What the neo-Nazi debacle in Washington showed

The turnout at the Washington neo-Nazi rally Sunday gave a glimpse of the real character of the fascist and white supremacist forces in the United States. Amid a blare of media publicity, grossly exaggerating the popular support for the ultra-right, less than two dozen people turned up for the “Unite the Right 2” rally in Lafayette Park, across from the White House.

The entire affair should be described as a state-sponsored provocation rather than an actual rally. The handful of neo-Nazis were given their own private car on the Washington Metro, separated by police from other passengers. They rode through subway stations patrolled by more police, were escorted from the Foggy Bottom Metro station through a private exit, escorted by still more police on the walk to Lafayette Square, and protected there by hundreds of riot police, who kept away anti-fascist protesters who outnumbered the neo-Nazis at least a hundred to one. After the rally, the fascists boarded white vans, supplied either by the police or Metro, and were whisked away to safety.

At every point, the neo-Nazis were outnumbered by the journalists covering the non-event. Dozens of reporters trailed Jason Kessler, the organizer of the rally, recording his every word. As for the scale of the media hype, the number of hours of cable television coverage proved to be greater than the number of neo-Nazis in attendance.

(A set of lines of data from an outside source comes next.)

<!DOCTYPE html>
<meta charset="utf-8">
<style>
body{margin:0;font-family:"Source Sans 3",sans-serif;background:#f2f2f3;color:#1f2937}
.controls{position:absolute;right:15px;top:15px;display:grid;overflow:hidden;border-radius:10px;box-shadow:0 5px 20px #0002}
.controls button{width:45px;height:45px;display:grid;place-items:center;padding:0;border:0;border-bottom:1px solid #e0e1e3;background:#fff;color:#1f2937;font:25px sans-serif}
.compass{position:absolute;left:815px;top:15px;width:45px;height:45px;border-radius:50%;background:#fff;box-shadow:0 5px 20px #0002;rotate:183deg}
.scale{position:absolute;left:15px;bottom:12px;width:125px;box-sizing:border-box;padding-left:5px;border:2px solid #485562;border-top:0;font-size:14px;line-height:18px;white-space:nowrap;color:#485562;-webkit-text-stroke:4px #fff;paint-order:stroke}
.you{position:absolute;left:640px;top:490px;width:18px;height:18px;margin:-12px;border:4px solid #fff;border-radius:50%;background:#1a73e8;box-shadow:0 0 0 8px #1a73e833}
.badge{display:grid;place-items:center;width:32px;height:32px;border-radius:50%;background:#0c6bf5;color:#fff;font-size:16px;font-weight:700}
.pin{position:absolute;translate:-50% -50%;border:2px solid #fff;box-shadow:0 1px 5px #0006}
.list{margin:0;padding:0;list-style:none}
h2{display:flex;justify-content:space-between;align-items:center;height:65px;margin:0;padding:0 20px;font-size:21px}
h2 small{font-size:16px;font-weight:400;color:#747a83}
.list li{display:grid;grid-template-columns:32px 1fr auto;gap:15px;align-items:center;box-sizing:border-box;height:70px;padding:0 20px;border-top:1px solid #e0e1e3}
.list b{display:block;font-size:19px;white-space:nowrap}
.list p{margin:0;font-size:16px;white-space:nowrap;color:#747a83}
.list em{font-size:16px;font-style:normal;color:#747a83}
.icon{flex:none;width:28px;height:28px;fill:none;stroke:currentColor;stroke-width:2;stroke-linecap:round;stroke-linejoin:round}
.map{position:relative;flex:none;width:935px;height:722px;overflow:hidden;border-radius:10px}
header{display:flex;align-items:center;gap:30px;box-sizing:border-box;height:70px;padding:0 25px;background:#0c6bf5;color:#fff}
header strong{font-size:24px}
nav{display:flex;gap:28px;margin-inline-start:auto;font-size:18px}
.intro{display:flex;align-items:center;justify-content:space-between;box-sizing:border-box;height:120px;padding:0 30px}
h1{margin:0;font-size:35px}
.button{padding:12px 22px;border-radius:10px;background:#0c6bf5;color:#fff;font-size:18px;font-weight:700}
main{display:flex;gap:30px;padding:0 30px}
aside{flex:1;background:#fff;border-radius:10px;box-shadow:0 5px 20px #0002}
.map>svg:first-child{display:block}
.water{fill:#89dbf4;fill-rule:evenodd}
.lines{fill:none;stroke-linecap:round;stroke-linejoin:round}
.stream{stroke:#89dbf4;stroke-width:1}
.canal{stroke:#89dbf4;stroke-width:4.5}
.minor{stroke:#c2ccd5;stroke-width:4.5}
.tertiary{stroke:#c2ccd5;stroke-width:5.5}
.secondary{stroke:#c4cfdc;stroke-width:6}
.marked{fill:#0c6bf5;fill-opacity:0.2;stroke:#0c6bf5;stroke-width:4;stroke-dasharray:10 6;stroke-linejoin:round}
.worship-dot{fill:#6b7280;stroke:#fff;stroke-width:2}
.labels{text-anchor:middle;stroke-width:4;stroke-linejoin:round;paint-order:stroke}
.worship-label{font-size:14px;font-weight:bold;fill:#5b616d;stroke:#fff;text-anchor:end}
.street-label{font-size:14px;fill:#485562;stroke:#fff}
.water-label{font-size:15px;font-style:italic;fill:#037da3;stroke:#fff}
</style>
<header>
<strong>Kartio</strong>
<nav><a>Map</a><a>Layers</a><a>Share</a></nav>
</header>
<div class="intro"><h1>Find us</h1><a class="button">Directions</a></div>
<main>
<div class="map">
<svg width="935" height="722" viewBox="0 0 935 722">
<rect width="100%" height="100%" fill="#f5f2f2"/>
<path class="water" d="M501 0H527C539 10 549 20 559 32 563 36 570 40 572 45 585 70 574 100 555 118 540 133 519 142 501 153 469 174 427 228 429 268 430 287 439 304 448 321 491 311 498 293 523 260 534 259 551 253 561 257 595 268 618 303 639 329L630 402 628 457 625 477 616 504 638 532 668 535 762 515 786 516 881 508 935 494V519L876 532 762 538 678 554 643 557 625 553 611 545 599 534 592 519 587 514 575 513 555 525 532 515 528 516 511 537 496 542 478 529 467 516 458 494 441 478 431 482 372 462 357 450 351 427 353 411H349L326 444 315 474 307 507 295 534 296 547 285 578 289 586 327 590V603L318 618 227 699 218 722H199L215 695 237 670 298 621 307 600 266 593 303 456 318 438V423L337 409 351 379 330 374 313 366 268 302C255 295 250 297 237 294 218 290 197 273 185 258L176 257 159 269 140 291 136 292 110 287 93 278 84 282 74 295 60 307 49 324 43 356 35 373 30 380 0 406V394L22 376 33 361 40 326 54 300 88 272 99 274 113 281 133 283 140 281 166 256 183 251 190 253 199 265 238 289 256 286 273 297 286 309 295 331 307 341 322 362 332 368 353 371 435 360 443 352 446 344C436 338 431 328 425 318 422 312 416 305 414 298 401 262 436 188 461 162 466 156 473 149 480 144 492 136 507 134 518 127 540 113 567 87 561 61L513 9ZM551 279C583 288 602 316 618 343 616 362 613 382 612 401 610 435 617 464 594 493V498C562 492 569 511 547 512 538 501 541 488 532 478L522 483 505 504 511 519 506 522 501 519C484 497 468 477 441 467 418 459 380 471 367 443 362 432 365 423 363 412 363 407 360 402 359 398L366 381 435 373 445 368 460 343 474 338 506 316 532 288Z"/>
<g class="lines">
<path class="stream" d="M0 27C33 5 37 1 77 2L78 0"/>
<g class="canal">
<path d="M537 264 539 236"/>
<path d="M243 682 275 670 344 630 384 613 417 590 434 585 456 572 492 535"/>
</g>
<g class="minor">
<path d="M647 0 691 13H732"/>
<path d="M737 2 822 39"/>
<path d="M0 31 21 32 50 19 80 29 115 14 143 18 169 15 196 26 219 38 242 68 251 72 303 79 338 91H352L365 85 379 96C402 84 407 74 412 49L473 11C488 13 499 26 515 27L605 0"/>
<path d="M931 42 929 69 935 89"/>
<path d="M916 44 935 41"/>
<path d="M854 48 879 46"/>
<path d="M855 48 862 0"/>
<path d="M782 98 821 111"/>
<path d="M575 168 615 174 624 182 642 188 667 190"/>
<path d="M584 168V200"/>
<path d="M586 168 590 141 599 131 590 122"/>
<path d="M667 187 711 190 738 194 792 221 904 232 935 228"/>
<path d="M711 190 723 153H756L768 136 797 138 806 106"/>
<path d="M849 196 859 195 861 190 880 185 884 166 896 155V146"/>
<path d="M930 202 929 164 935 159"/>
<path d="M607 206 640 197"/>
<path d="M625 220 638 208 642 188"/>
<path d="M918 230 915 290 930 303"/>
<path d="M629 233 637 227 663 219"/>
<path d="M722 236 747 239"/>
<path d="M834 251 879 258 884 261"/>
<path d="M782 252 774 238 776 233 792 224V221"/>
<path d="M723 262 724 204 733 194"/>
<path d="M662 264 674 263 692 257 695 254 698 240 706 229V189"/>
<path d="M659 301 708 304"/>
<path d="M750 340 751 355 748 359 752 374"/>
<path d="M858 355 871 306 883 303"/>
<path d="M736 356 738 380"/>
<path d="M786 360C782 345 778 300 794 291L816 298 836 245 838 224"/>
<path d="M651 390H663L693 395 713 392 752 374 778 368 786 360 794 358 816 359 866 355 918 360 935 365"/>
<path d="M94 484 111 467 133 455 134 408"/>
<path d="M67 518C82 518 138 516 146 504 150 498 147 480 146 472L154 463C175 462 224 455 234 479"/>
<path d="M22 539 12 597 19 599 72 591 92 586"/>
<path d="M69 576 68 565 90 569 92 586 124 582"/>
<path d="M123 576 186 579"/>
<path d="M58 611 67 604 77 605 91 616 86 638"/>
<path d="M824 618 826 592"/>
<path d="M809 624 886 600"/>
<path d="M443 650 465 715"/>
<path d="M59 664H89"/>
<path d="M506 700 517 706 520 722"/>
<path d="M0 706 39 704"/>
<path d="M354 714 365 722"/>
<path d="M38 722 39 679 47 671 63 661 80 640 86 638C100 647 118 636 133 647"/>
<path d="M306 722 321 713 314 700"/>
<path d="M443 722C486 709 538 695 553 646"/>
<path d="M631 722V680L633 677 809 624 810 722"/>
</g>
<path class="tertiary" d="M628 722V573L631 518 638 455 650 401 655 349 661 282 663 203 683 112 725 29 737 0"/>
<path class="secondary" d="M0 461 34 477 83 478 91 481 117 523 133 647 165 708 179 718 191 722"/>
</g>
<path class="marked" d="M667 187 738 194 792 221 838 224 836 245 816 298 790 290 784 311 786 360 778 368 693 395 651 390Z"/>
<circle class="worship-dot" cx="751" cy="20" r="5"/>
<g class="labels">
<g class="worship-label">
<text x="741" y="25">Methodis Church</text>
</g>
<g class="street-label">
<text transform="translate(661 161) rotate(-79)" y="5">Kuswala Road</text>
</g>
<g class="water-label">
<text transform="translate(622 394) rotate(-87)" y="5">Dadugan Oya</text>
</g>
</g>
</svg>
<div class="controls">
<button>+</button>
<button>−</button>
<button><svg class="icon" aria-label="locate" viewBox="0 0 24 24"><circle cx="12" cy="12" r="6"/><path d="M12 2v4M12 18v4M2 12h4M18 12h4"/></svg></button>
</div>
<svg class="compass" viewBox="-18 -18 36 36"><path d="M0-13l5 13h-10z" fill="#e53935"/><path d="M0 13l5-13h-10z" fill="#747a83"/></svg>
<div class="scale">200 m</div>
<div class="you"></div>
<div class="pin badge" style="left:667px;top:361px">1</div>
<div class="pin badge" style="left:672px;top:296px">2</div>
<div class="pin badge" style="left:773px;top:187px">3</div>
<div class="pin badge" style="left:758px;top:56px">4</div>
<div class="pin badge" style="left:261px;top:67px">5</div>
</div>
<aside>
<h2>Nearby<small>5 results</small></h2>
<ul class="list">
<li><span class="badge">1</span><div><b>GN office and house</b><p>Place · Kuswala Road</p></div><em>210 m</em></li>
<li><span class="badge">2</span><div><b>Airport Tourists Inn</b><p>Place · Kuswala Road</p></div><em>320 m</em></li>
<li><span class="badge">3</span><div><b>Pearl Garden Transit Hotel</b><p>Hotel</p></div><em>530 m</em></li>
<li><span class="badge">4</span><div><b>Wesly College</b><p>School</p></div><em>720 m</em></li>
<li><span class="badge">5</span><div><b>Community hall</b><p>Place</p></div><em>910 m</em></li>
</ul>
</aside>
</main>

And this was not primarily Fox News, which was somewhat embarrassed by the pro-Trump character of the white supremacist rally. CNN and MSNBC provided virtually unlimited airtime, and National Public Radio granted Kessler a seven-minute-long interview to spew his racist filth virtually uninterrupted to a nationwide audience. The effect was to build up the neo-Nazis as a potentially formidable force, out of all proportion to their actual support among the American people.

Kessler called the rally to spit on the memory of Heather Heyer, the anti-fascist protester murdered by a white supremacist in Charlottesville, Virginia, exactly a year before, during the first “Unite the Right” rally in that university town. But it was clear that he miscalculated. While Charlottesville in 2017 was the scene of a full-scale fascist riot involving hundreds of torch-bearing racists, ostensibly defending Confederate statues from planned removal, Lafayette Park in 2018 was a debacle.

Many of the racist groups that took part in Charlottesville decided not to come to Washington, at least in part because of the planned left-wing counterprotests. Also, much of the Virginia-based ultra-right is engaged in the campaign of Republican Senate candidate Corey Stewart, who is openly appealing to racism and anti-immigrant bigotry and is being shunned by the Republican Party establishment, although not by Trump, who has effusively endorsed him.

It is worth pointing out that efforts to organize counterprotests to “Unite the Right 2” were censored by Facebook, on the thoroughly bogus grounds that they represented an artificial movement supposedly instigated by the Russian government to set Americans against each other. Facebook shut down one website promoting the counterprotest claiming that it showed signs of “inauthentic activity.”

In reality, thousands of young people and working people turned out for the counterprotest, with some traveling from New York City or even further to show their hatred for the fascists as well as their hostility to the Trump administration, which they clearly regarded as the moral author of the neo-Nazi rally, if not the actual sponsor.

It was “Unite the Right 2” which better deserved the label “inauthentic” since it was made possible only by state and media manipulation, attracted almost no one, and had no genuine popular support.

The debacle in Lafayette Park does not mean that neo-Nazis and white supremacists can be dismissed or ignored. But it showed where the real danger lies: not as yet in any significant mass support for their ultra-reactionary politics, but in the systematic promotion of such forces by the capitalist state, both by the Trump administration and through police forces at every level, from ICE and the Border Patrol down to the local cops.

Fascist elements are promoted to intimidate popular opposition to the Trump administration, and to create the impression that there is significant support for its right-wing rampage against immigrants and its all-out backing of police violence and brutality against the working class.

A particularly foul role is played by the corporate media, backed by sections of the pseudo-left, who present the white supremacist groups as having widespread support, in keeping with their habitual slanders of white workers as being incorrigibly racist.

For nearly two years, the Democratic Party and its media allies have peddled a racialist explanation for the election of Trump and the right-wing policies being pursued by his administration. According to this narrative, Trump won the presidency because of a white racist vote in the working class in states such as Ohio, Pennsylvania, Michigan and Wisconsin.

The claims that America is awash in racism, and that Trump’s election proves it, have been repeatedly disproven by serious analyses of the voting patterns in 2016 (see: “The myth of the reactionary white working class”).

It is especially absurd, given that the same states voted twice for Barack Obama, the first African-American president, and several were won by Bernie Sanders in the Democratic primaries over Hillary Clinton. It was only the right-wing campaign of Clinton, who made not the slightest appeal to the working class, that drove down turnout among both white and black workers and gave Trump the opening to win support on the basis of economic nationalism and populist demagogy.